Malot is a rural area in Islamabad. It is located near Bhara Kahu between Kuri and Simly Dam roads. There are many societies in the current village. Whose name is Bahria enclave, Park view city and Islamabad Model Town. This village is very beautiful. An old road passes through this village Whose name is Kuri Road. Right along with this village Old City of برصغیر Its name is kuri city. Immediately after the Capital of Pakistan This is a village Which is closest to Islamabad and People own land.

Population
The population of  Malot is approximately 3000 to 4000. The majority of the population is Muslim and consists of Abbasi and Kiyanis families.
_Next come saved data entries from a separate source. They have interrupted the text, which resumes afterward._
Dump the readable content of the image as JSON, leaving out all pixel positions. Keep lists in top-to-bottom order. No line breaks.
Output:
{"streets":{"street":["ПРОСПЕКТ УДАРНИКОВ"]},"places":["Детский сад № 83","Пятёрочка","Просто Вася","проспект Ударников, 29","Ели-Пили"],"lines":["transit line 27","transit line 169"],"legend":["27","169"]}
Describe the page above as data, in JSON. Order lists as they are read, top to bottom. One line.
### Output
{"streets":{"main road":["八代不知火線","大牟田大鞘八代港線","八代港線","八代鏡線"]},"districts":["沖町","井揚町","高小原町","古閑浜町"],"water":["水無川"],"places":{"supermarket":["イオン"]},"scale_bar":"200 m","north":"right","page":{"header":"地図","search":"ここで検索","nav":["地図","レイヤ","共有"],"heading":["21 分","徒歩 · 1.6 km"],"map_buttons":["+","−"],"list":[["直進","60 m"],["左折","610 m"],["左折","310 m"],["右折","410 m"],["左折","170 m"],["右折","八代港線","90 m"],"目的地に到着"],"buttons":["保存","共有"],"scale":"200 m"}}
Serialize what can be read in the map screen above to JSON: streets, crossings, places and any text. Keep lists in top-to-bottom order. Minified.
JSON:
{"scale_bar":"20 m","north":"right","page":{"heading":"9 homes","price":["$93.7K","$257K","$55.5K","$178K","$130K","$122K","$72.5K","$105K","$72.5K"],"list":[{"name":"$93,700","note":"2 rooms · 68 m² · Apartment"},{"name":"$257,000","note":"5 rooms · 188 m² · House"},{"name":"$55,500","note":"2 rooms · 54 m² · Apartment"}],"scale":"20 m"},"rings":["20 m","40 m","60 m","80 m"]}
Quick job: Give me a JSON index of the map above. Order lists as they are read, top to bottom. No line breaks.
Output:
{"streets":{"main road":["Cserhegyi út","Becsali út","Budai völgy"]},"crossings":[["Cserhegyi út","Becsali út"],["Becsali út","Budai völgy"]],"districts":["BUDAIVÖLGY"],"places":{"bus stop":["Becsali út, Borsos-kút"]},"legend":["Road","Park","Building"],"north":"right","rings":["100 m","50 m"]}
In total population, 2% are Kashmiries, 20% are Syed, 30% are Kiyanis and 48% are Abbasis.

Languages
Different languages are spoken here which include Potohari, Hindko and Urdu.

Employment
Some people are mid level employs in Public or private organizations, but most locals earn money through agriculture, livestock and  farming. people are also connected to real state and property business. Almost from each family  people are serving abroad, in middle east and all other countries. Nowadays maximum people are property dealers.

Culture
Punjabi culture dominates this area. Eid  festivals are celebrated. Crops cultivated here include Wheat, Maize and Barley. In southern part of Malot, Bahria started their 2nd real estate society name Bahria Enclave. On northern side there is a hill which is located for Botanic Zoo from CDA. Now hill area is totally reserved for Park View society by Aleem Khan (PTI member). Farooq abbasi from malot also bought several hill area as his property. Maximum area of hill is reserved for property. Near hill area several acres property is bought by FIA.